§ **AIM OF THE TASK**:
Starting with the line that contains "flex:none; width:22px; height:22px;" and stopping after the line that contains "width:52px; height:52px; stroke-width:2.5", copy the entries below exactly. Include nothing else.

** RECORDS FOR THE TASK follows **

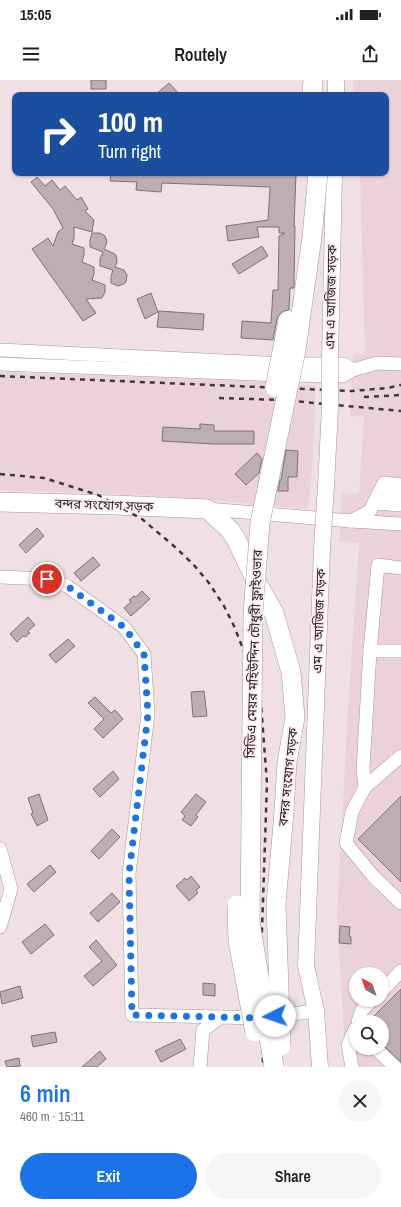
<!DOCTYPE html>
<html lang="en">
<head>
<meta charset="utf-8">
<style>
  :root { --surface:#fff; --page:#f6f6f6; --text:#202124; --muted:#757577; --accent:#1a73e8 }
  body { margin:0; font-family:"Archivo Narrow","Noto Sans Bengali",sans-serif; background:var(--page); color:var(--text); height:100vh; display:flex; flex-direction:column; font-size:15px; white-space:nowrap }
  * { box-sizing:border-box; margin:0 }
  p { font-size:13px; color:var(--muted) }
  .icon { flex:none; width:22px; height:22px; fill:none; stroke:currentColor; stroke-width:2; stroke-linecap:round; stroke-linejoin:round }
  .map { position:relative; height:987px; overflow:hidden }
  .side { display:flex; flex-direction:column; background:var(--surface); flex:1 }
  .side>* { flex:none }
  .banner { position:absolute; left:12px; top:12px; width:377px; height:84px; border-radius:8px; box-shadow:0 1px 3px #0004; background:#1a4fa0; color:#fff; overflow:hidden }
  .needle { width:26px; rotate:320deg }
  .buttons { position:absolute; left:349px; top:887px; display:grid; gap:8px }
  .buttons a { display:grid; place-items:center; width:40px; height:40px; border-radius:50%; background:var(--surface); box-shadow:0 1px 3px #0004; font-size:20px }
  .pin { position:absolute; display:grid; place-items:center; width:34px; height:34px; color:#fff; margin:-17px; border:2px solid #fff; border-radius:50%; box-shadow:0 1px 4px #0007 }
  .me { position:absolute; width:44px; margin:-22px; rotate:266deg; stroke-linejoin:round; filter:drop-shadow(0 0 3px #0008) }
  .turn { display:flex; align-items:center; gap:14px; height:84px; padding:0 20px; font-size:18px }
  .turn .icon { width:52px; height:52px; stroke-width:2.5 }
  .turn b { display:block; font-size:28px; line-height:34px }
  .round { display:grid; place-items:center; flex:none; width:42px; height:42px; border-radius:21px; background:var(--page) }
  .summary { display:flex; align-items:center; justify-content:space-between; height:68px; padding:0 20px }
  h1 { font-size:24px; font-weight:600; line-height:30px; color:var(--accent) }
  .button { display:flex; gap:8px; margin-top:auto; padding:8px 20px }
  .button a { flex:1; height:46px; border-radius:24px; background:var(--accent); color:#fff; font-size:16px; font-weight:600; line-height:46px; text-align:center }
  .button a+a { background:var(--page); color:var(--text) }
  .status { display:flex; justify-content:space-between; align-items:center; height:28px; padding:0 20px; background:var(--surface); direction:ltr }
  .status svg { height:11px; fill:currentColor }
  header { display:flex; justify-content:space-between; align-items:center; height:52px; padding:0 20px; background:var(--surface); font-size:18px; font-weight:600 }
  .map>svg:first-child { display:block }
  .built { fill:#ebd2d8; fill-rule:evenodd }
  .building { fill:#bdaeb1; stroke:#7f7174 }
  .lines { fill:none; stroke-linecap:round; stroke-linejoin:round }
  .minor-casing { stroke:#a59699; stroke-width:14 }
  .major-casing { stroke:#a59699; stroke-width:17 }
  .highway-casing { stroke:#a59699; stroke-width:20 }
  .minor { stroke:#fff; stroke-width:13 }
  .major { stroke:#fff; stroke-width:16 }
  .highway { stroke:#fff; stroke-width:19 }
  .rail { stroke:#3e3839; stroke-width:2.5; stroke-dasharray:5 5; stroke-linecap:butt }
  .major-bridge-casing { stroke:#a59699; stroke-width:17; stroke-linecap:butt }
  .highway-bridge-casing { stroke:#a59699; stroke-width:20; stroke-linecap:butt }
  .major-bridge { stroke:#fff; stroke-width:16 }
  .highway-bridge { stroke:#fff; stroke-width:19 }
  .route { stroke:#1a73e8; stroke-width:7; stroke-dasharray:0 12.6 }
  .labels { text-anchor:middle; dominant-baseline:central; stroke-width:4; stroke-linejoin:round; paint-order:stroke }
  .street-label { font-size:13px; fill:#231e1f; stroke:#fdedf0 }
</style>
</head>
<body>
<div class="status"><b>15:05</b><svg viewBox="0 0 49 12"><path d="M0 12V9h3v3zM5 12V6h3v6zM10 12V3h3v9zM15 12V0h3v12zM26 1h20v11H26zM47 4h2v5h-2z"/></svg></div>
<header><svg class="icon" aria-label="menu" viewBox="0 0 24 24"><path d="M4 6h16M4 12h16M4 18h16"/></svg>Routely<svg class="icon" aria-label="share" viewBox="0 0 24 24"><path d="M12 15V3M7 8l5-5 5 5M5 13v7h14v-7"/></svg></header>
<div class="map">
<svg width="401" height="987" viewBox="0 0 401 987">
  <rect width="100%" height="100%" fill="#f0e0e3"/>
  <g class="built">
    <path d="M353,0H401V987H346L337,834L348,628L359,463L339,461L342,413L359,414L364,337L350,336L353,275L365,274L360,93H386V15H355ZM356,894H382V920H356ZM356,942H382V968H356Z"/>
    <polygon points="0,292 266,302 316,306 312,391 308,429 164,416 0,410"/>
  </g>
  <g class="building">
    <rect x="91" y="0" width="15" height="9"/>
    <polygon points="169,3 180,15 155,15"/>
    <polygon points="111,93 296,93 294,147 295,146 294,204 294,208 290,208 289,230 284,231 280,234 277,239 273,260 241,258 242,241 271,243 273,210 278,210 279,156 285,153 279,153 279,147 257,147 259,157 228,161 226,146 268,140 270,107 162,103 161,112 136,110 137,102 110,101"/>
    <polygon points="37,97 45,106 52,100 60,110 65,106 77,120 81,117 88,129 85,131 94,140 92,152 74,147 74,158 72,164 84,168 84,175 82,182 94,187 94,194 92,200 105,205 105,212 102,218 86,219 96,233 83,241 32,169 48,158 53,166 58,152 63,148 53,129 31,102"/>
    <polygon points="92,153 100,153 105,156 107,162 104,169 113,173 116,175 117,182 115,187 124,190 127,195 126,202 124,204 118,206 111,203 111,196 113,190 100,186 100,179 103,172 90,167 90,160"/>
    <polygon points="262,166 268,176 239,194 232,184"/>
    <polygon points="151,213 158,232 145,239 137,219"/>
    <polygon points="159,231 204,234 203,250 157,247"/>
    <polygon points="200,344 214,345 214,351 254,351 254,364 213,364 162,361 163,347 200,349"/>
    <polygon points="286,370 298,371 297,397 288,397 288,411 278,411 280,400 281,400"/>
    <polygon points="257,373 262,379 259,393 246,405 235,394"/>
    <polygon points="37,448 44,456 26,473 19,465"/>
    <polygon points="93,477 100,485 81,501 74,493"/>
    <polygon points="142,511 150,519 131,536 124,528 131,522 129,520 134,516 136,517"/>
    <polygon points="28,537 35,545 28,551 30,553 25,557 23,556 17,562 10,554"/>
    <polygon points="68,559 75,566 56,583 49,575"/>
    <polygon points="204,611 207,636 193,637 191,612"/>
    <polygon points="95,617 111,633 115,630 123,639 103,658 94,649 104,639 88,623"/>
    <polygon points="113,691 119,699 100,717 93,709"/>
    <polygon points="39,714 48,740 37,746 31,734 33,733 28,718"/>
    <polygon points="196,714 206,722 196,735 198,737 191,746 182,740 185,736 181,732"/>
    <polygon points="401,716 401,802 358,759"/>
    <polygon points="112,749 120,757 99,779 91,771"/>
    <polygon points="50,785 56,792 34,812 27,804"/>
    <polygon points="191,796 200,807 196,810 198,813 189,821 176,806 185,798 187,800"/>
    <polygon points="112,813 120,822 98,842 90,833"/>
    <polygon points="45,844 54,855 31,874 22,862"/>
    <polygon points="340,846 350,847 349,856 351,857 351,864 339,863"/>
    <polygon points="96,860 117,885 93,906 84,896 102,881 89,867"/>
    <polygon points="203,903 215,904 215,916 203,915"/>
    <polygon points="20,906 23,918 2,924 0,912"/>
    <polygon points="401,909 401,982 382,964 382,942 368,942"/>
    <polygon points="55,952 57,962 33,967 31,956"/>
    <polygon points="180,959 186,969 161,982 155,971"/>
    <polygon points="100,971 106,979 97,987 82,987"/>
    <polygon points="19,978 20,986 7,987 5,981"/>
  </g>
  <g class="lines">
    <g class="minor-casing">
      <g id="minor">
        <polyline points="0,270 286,284 344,284 353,290"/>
        <polyline points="0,284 280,295 343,296 353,290 377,283 401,284"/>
        <polyline points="379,412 401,414"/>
        <polyline points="374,423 401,425"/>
        <polyline points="207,429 351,441 401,444"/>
        <polyline points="351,441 370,431 384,403 401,405"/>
        <polyline points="401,488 378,485 370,571 363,689 365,707 352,732 346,763 373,796 401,823"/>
        <polyline points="0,497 47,499 67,506 124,547 144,574 148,634 129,794 132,935 221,937"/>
        <polyline points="370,571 401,571"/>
        <polyline points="365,707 401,676"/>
        <polyline points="0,769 11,809 0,847"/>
        <polyline points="382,911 401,891"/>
        <polyline points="358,942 362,930 372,920"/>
        <polyline points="375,968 395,987"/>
        <polyline points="200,987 203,950 221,937 261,938 316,931"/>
        <polyline points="352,987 348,965 355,949"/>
      </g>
    </g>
    <g class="major-casing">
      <g id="major">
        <polyline points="336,15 336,0"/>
        <polyline points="330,278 334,93"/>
        <polyline points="326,406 330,327"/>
        <polyline points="320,987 316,931 306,886 322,469"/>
      </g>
    </g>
    <g class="highway-casing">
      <g id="highway">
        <polyline points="312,15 313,0"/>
        <polyline points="0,422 115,425 207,429 230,450 236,459 257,503 274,533 291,592 295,637 287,683 284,732"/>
      </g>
    </g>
    <use href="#minor" class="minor"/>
    <use href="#major" class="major"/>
    <use href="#highway" class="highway"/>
    <g class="rail">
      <polyline points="0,296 352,311 387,308 401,305"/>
      <polyline points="364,317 401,315"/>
      <polyline points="219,318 282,320 401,331"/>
      <polyline points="0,394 44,398 98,415 142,439 175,467 193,484 209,503 224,526 234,546 254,597 261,624 267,703 261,879 263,987"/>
    </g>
    <g class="major-bridge-casing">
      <g id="major-bridge">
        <polyline points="330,327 330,278"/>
        <polyline points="322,469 326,406"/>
      </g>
    </g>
    <g class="highway-bridge-casing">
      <g id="highway-bridge">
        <polyline points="275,307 288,241"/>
        <polyline points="237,825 238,861 255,952"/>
        <polyline points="281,966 276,824 284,732"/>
        <polyline points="274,987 250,842 253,533 260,443 296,270 312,157 318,93"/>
      </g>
    </g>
    <use href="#major-bridge" class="major-bridge"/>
    <use href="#highway-bridge" class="highway-bridge"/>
  </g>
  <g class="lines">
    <polyline class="route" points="47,499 67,506 124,547 144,574 148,634 129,794 132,935 261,938 275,936"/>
  </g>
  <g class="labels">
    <g class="street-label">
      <text transform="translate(331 217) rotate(-89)">এম এ আজিজ সড়ক</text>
      <text transform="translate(104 425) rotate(2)">বন্দর সংযোগ সড়ক</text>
      <text transform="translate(319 541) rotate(-88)">এম এ আজিজ সড়ক</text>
      <text transform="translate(254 574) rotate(-88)">সিডিএ মেয়র মহিউদ্দিন চৌধুরী ফ্লাইওভার</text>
      <text transform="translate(288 697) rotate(-84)">বন্দর সংযোগ সড়ক</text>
    </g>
  </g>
</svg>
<div class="buttons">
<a><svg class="needle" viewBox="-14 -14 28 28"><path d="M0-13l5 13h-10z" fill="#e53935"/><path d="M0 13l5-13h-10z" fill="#757577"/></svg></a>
<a><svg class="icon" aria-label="search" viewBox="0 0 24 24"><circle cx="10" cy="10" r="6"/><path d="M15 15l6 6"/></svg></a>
</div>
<div class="pin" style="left:47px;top:499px;background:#d93025"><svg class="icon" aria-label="arrive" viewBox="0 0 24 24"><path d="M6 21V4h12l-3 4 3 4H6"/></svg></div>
<svg class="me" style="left:275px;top:936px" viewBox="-20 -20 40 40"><circle r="19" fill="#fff"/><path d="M0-13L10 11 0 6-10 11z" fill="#1a73e8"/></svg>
<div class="banner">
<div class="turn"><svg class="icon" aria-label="right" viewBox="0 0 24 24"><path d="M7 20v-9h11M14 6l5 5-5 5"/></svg><div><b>100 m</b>Turn right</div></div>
</div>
</div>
<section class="side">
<div class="summary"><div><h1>6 min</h1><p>460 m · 15:11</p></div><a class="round"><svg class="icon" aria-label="close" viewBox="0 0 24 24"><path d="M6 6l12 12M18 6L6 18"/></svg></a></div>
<div class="button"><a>Exit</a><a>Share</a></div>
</section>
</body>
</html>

** End of RECORDS FOR THE TASK **

§ **RESULT**:
  .icon { flex:none; width:22px; height:22px; fill:none; stroke:currentColor; stroke-width:2; stroke-linecap:round; stroke-linejoin:round }
  .map { position:relative; height:987px; overflow:hidden }
  .side { display:flex; flex-direction:column; background:var(--surface); flex:1 }
  .side>* { flex:none }
  .banner { position:absolute; left:12px; top:12px; width:377px; height:84px; border-radius:8px; box-shadow:0 1px 3px #0004; background:#1a4fa0; color:#fff; overflow:hidden }
  .needle { width:26px; rotate:320deg }
  .buttons { position:absolute; left:349px; top:887px; display:grid; gap:8px }
  .buttons a { display:grid; place-items:center; width:40px; height:40px; border-radius:50%; background:var(--surface); box-shadow:0 1px 3px #0004; font-size:20px }
  .pin { position:absolute; display:grid; place-items:center; width:34px; height:34px; color:#fff; margin:-17px; border:2px solid #fff; border-radius:50%; box-shadow:0 1px 4px #0007 }
  .me { position:absolute; width:44px; margin:-22px; rotate:266deg; stroke-linejoin:round; filter:drop-shadow(0 0 3px #0008) }
  .turn { display:flex; align-items:center; gap:14px; height:84px; padding:0 20px; font-size:18px }
  .turn .icon { width:52px; height:52px; stroke-width:2.5 }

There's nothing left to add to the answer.